**What needs to be done**: Only the lines from the beginning of the data below through the line containing "height:16px; margin:-8px; padding:0" belong in the response, each copied exactly.

**Source data**:
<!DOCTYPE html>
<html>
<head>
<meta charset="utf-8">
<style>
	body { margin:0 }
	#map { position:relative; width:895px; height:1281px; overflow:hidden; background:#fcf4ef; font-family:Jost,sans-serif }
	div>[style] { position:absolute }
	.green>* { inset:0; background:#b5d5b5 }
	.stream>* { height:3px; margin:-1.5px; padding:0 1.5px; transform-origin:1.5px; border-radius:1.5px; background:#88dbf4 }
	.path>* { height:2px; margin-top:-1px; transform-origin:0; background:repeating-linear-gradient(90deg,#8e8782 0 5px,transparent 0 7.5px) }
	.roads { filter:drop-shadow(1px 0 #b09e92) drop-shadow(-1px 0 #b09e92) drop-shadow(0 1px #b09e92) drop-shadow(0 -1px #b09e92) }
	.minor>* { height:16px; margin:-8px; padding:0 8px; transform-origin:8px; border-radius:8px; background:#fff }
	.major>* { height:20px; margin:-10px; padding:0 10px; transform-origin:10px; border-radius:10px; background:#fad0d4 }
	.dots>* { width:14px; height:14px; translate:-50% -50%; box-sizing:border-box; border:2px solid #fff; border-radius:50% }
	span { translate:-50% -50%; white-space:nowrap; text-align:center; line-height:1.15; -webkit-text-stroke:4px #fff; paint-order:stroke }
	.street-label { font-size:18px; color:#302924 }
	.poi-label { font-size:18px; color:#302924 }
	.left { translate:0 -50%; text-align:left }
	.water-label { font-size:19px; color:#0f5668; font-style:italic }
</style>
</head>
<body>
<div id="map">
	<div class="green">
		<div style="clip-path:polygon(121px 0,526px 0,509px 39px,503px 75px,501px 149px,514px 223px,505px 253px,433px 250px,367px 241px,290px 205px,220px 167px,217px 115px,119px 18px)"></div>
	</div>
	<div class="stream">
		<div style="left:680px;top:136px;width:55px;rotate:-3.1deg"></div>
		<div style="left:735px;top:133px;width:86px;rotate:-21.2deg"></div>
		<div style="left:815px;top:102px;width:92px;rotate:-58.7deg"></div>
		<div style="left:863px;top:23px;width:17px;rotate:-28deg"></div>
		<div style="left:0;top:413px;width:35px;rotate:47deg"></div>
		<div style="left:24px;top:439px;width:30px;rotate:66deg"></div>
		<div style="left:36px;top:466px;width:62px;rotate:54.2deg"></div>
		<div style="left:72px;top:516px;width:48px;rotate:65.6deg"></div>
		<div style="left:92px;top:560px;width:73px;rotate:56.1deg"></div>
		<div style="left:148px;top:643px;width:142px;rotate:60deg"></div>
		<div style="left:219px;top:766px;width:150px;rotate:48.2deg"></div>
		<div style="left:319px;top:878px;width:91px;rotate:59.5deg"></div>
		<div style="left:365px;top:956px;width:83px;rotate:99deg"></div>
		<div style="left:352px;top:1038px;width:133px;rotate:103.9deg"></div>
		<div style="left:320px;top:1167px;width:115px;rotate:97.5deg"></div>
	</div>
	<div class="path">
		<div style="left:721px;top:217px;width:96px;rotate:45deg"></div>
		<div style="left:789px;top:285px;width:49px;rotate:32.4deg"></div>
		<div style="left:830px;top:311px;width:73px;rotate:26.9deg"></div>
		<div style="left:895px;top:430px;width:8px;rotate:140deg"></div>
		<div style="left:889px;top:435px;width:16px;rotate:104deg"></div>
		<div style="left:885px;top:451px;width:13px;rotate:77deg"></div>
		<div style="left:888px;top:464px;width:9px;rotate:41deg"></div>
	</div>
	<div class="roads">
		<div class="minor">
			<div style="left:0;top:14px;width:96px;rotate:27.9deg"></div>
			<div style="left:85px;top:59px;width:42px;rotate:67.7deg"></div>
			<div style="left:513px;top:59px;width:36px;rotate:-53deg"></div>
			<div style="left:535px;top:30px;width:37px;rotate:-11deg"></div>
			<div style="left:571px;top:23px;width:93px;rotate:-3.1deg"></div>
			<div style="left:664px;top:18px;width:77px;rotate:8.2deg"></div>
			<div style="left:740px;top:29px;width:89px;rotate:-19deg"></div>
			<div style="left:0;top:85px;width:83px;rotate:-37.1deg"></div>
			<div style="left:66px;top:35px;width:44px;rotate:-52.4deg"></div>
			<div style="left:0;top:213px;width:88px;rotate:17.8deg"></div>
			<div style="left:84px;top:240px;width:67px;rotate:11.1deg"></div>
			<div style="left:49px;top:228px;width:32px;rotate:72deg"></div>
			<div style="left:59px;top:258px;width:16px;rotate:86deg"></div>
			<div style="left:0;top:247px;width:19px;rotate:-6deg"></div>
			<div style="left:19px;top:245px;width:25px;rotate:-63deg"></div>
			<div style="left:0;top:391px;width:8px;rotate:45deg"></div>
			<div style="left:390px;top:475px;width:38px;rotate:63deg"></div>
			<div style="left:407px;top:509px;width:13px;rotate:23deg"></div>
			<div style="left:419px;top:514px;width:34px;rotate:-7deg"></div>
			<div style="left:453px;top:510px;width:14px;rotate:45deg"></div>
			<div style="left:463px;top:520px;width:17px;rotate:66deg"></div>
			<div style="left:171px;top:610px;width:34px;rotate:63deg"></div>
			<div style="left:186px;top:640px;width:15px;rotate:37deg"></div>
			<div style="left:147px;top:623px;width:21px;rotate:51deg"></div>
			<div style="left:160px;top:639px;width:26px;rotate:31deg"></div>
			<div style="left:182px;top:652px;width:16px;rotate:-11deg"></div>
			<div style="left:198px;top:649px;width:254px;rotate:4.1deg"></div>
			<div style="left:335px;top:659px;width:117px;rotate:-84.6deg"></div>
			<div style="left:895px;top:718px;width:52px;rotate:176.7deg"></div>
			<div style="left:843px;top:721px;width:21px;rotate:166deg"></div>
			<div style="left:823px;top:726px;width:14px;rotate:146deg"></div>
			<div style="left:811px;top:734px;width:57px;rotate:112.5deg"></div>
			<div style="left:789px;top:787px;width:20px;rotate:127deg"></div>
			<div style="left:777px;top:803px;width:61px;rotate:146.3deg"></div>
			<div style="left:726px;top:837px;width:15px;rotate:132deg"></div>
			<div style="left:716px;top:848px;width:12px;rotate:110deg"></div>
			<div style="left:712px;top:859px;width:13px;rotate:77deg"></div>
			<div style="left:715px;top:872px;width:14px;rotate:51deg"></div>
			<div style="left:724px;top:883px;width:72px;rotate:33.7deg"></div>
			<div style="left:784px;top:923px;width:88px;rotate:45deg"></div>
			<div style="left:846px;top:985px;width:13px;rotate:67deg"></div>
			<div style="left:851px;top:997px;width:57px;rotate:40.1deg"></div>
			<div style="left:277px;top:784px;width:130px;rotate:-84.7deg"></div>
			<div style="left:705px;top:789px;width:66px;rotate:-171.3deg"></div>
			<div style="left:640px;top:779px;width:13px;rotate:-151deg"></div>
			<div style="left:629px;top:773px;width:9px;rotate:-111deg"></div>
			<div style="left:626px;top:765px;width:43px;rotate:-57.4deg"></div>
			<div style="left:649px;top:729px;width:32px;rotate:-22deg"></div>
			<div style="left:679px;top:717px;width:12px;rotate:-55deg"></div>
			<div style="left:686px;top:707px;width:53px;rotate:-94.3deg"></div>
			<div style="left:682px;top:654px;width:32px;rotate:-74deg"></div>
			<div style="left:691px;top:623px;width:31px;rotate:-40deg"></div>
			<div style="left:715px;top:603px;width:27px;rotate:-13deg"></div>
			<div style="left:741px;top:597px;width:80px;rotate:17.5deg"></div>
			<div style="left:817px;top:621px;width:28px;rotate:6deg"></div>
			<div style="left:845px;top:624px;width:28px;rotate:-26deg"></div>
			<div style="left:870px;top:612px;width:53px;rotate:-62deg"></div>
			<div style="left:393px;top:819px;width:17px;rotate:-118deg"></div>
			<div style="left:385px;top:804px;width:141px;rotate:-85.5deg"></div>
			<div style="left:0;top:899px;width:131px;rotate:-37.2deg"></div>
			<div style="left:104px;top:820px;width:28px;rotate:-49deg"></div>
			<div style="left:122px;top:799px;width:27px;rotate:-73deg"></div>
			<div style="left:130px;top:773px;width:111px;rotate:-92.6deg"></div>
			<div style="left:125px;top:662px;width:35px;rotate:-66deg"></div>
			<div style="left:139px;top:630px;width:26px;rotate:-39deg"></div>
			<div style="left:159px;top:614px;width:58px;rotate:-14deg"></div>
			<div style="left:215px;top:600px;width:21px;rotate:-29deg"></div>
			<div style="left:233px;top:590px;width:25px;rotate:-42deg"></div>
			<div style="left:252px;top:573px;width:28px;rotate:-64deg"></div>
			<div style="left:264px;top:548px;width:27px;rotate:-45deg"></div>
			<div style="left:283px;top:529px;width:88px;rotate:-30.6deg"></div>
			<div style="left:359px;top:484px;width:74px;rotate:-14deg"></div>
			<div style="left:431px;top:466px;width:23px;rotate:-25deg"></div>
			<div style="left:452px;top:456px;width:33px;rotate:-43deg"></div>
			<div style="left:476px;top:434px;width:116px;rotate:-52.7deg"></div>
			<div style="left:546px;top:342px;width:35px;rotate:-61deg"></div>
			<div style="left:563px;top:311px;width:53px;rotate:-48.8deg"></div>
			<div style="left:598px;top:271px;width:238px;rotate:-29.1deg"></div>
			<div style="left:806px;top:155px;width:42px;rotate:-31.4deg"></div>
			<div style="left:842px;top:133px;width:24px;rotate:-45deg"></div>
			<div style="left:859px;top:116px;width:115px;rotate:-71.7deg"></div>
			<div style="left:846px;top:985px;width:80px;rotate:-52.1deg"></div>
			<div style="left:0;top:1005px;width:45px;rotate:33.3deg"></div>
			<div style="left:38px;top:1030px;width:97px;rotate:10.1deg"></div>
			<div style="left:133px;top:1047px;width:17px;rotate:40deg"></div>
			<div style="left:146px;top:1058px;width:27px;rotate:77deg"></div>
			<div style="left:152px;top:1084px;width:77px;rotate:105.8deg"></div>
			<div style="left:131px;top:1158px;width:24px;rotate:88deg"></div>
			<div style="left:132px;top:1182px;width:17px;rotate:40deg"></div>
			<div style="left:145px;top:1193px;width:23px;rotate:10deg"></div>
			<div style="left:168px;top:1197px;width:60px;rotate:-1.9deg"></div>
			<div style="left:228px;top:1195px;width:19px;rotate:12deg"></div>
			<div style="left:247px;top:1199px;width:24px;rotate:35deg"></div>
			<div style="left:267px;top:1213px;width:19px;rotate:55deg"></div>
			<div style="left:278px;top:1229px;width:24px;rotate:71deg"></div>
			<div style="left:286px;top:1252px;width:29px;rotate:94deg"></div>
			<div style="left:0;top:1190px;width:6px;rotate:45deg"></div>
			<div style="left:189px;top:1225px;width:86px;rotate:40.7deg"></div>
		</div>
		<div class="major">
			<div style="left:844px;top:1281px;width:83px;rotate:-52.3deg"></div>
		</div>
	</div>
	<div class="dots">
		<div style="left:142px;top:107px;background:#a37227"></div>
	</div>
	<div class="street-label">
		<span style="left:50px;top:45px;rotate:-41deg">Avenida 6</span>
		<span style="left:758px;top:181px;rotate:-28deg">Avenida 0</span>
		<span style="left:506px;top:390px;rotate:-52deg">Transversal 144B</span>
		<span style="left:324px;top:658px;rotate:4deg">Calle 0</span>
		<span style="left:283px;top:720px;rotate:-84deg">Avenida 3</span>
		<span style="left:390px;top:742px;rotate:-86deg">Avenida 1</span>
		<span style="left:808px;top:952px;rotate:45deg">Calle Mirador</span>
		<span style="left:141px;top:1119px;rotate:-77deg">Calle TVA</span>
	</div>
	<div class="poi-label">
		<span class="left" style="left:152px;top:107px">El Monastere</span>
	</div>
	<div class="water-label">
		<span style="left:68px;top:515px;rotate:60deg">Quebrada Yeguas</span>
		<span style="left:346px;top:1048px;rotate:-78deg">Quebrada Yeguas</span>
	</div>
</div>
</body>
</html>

**Answer space**:
<!DOCTYPE html>
<html>
<head>
<meta charset="utf-8">
<style>
	body { margin:0 }
	#map { position:relative; width:895px; height:1281px; overflow:hidden; background:#fcf4ef; font-family:Jost,sans-serif }
	div>[style] { position:absolute }
	.green>* { inset:0; background:#b5d5b5 }
	.stream>* { height:3px; margin:-1.5px; padding:0 1.5px; transform-origin:1.5px; border-radius:1.5px; background:#88dbf4 }
	.path>* { height:2px; margin-top:-1px; transform-origin:0; background:repeating-linear-gradient(90deg,#8e8782 0 5px,transparent 0 7.5px) }
	.roads { filter:drop-shadow(1px 0 #b09e92) drop-shadow(-1px 0 #b09e92) drop-shadow(0 1px #b09e92) drop-shadow(0 -1px #b09e92) }
	.minor>* { height:16px; margin:-8px; padding:0 8px; transform-origin:8px; border-radius:8px; background:#fff }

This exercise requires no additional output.